Постепенно на эту недоуменную лирику наползает то, что Айзенберг называет прозой. И дело не в фабульных реалиях чужих жизней — «бытовуха» у Сабурова никогда не становится доминантой, не в будничности слога — Сабуров с самого начала избегал «поэтизмов»; даже не в опытах большой, но все равно остающейся в лирическом регистре формы; вот разве что — «порывистое от природы авторское дыхание здесь смешалось с движением общего воздуха». Впрочем, «общий» воздух был скорее недвижен, и не зря Айзенберг говорит о «незаживающей досаде человека действия».

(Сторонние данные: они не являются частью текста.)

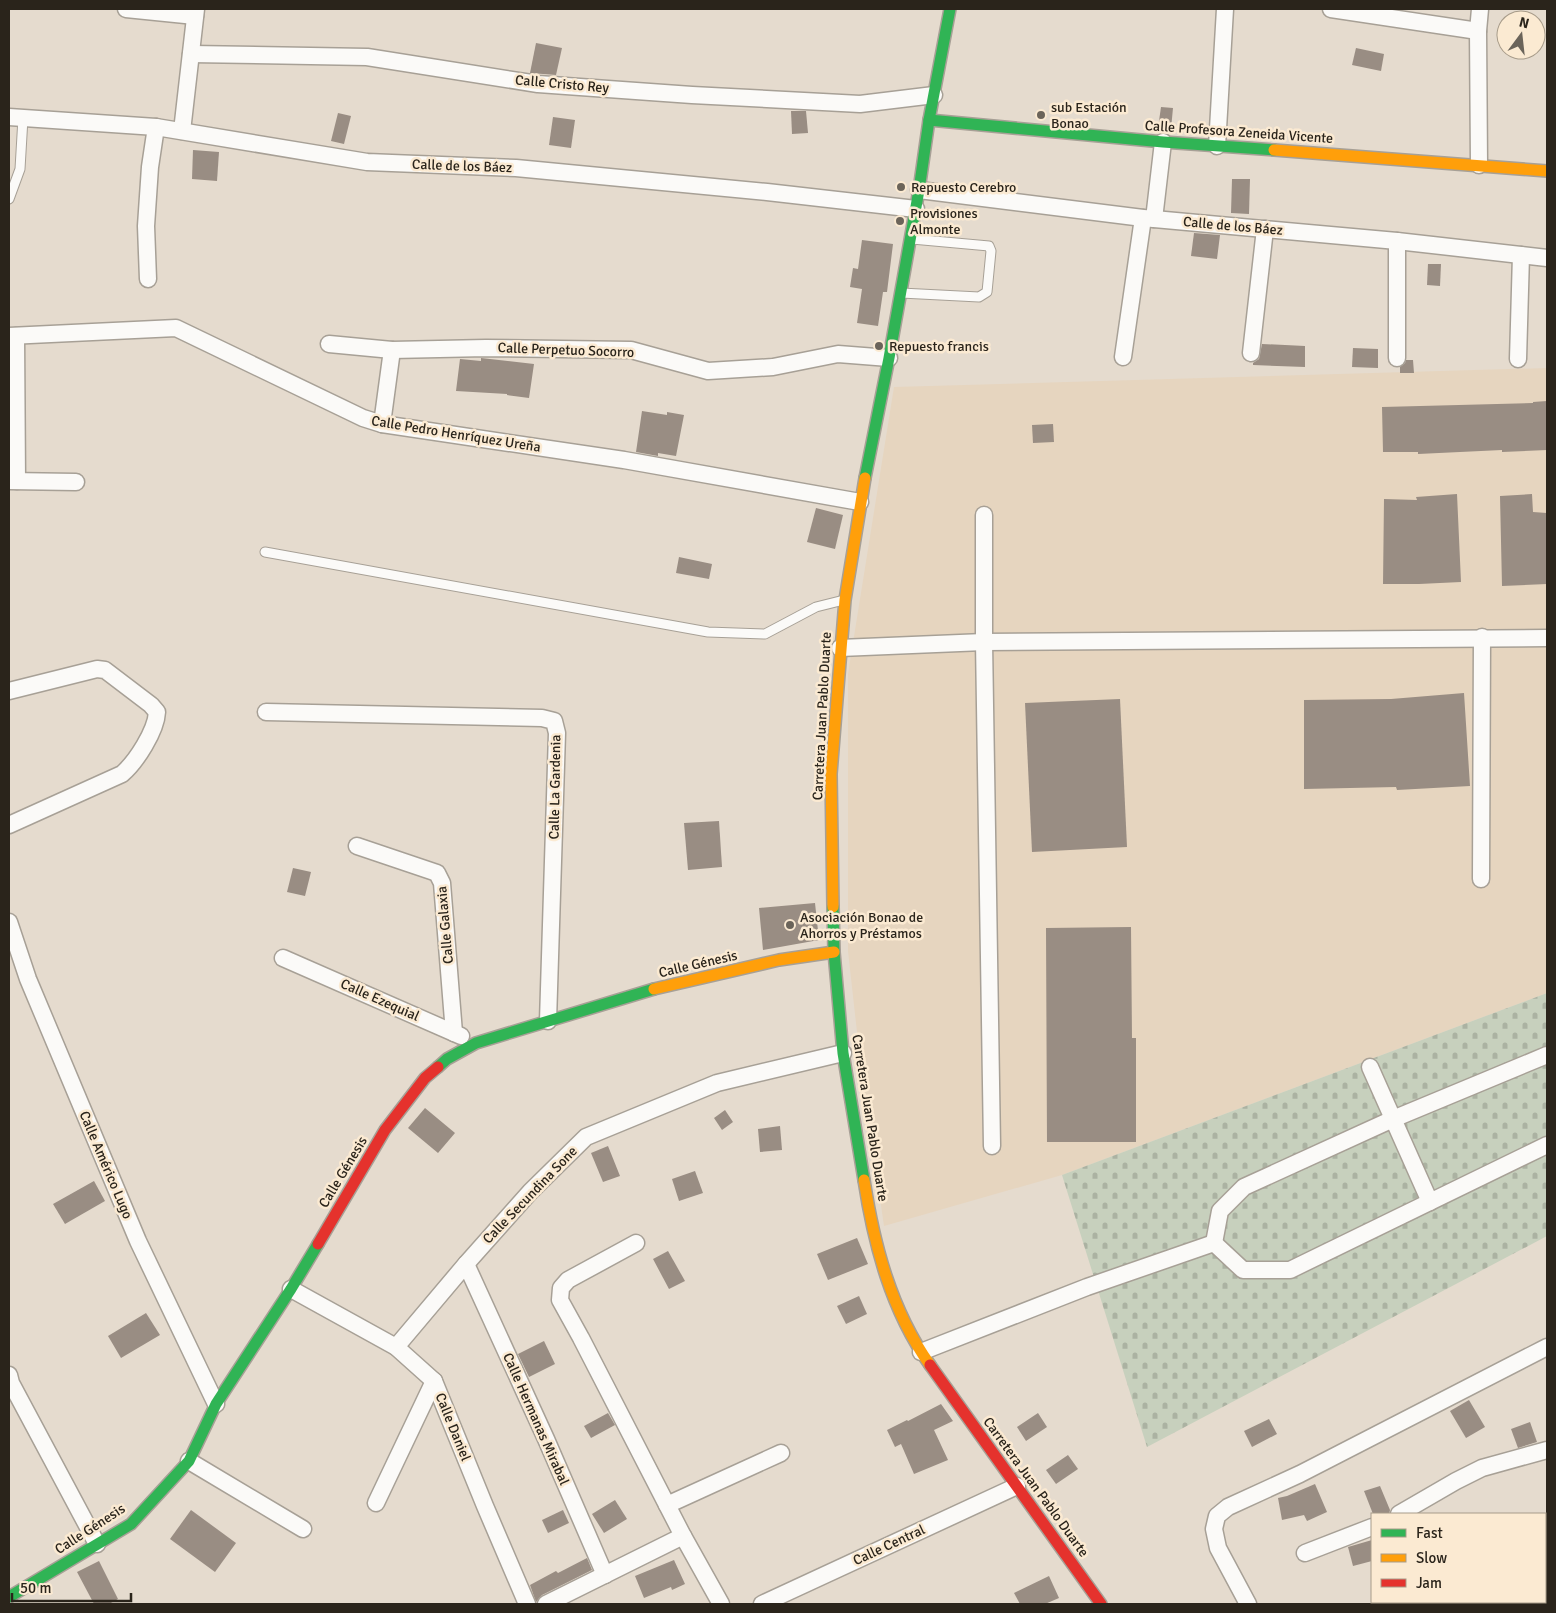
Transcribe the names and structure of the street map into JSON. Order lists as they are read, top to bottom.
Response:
{
  "streets": {
    "street": [
      "Calle Cristo Rey",
      "Calle Profesora Zeneida Vicente",
      "Calle de los Báez",
      "Calle Perpetuo Socorro",
      "Calle Pedro Henríquez Ureña",
      "Carretera Juan Pablo Duarte",
      "Calle La Gardenia",
      "Calle Galaxia",
      "Calle Génesis",
      "Calle Ezequial",
      "Calle Américo Lugo",
      "Calle Secundina Sone",
      "Calle Hermanas Mirabal",
      "Calle Daniel",
      "Calle Central"
    ]
  },
  "crossings": [
    ["Calle Cristo Rey", "Carretera Juan Pablo Duarte"],
    ["Calle Profesora Zeneida Vicente", "Carretera Juan Pablo Duarte"],
    ["Calle de los Báez", "Carretera Juan Pablo Duarte"],
    ["Calle Perpetuo Socorro", "Carretera Juan Pablo Duarte"],
    ["Calle Pedro Henríquez Ureña", "Carretera Juan Pablo Duarte"],
    ["Carretera Juan Pablo Duarte", "Calle Génesis"],
    ["Carretera Juan Pablo Duarte", "Calle Secundina Sone"],
    ["Carretera Juan Pablo Duarte", "Calle Central"],
    ["Calle La Gardenia", "Calle Génesis"],
    ["Calle Galaxia", "Calle Ezequial"],
    ["Calle Génesis", "Calle Ezequial"],
    ["Calle Génesis", "Calle Américo Lugo"],
    ["Calle Génesis", "Calle Daniel"],
    ["Calle Secundina Sone", "Calle Hermanas Mirabal"],
    ["Calle Secundina Sone", "Calle Daniel"]
  ],
  "places": [
    "sub Estación Bonao",
    "Repuesto Cerebro",
    "Provisiones Almonte",
    "Repuesto francis",
    "Asociación Bonao de Ahorros y Préstamos"
  ],
  "legend": ["Fast", "Slow", "Jam"],
  "scale_bar": "50 m",
  "north": "top"
}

В этом общем, чужом воздухе трагическое недоумение вытесняется, хотя и не до конца, горестным (само)сарказмом вперемешку с каким-то свирепо-жалостным эротизмом.
Год созревает постепенно
и скоро поданный к столу
обезоруженный, растленный
преобразумится в золу.
И я золою нарисую
на ласковом листе шершавом
щекастый паспорт поцелуя
под сенью носа величавой.
Разнообразно, утонченно
ты, перегруженный цветок,
склонишься головою черной
в места средоточенья ног.
Год от начала до развязки
сдуй, щеточками свей
и напоследок красной краски
на белой лестнице пролей.
Это вторая половина 80-х. А теперь обратимся к тому периоду, который Михаил Айзенберг определил как тяготение в сторону драмы. Собственно говоря, едва ли не любое лирическое стихотворение можно более или менее отчетливо представить как фрагмент — монолог, а то и диалог — некоего драматического действа. И речь идет именно о том, насколько отчетливо представимо такое действо у позднего Сабурова. (К слову, у него можно найти несколько впрямую диалогических стихотворений, причем в разные периоды творчества, но не в этом дело.) Понятно, что если мы говорим о драматическом действе, то нам придется указать характер этого действа и амплуа лирического героя, но сделать это не так-то просто. Естественным образом напрашивается — «трагедия», с той оговоркой, что слово это следует брать во всей его полноте, не ограничиваясь «трагичностью» или, пуще того, «трагедийностью», но беря в расчет, что этот жанр оставляет немало места (предоставляет большой простор) и «низкому», и смешному, и даже пародийному. Еще сложнее вопрос об амплуа, хотя бы потому, что при всей узнаваемости и характерности сабуровской поэтики с ее изысканно-небрежной рифмовкой и юношески ломкими ритмами, при его неоднократном возвращении к некоторым словечкам, положениям, смыслам — при всем при этом массивы его стихов никак не приводятся к каким-либо общим знаменателям. Можно говорить лишь о каких-то доминантах, которые каждый станет выделять, в конечном счете, по своему усмотрению.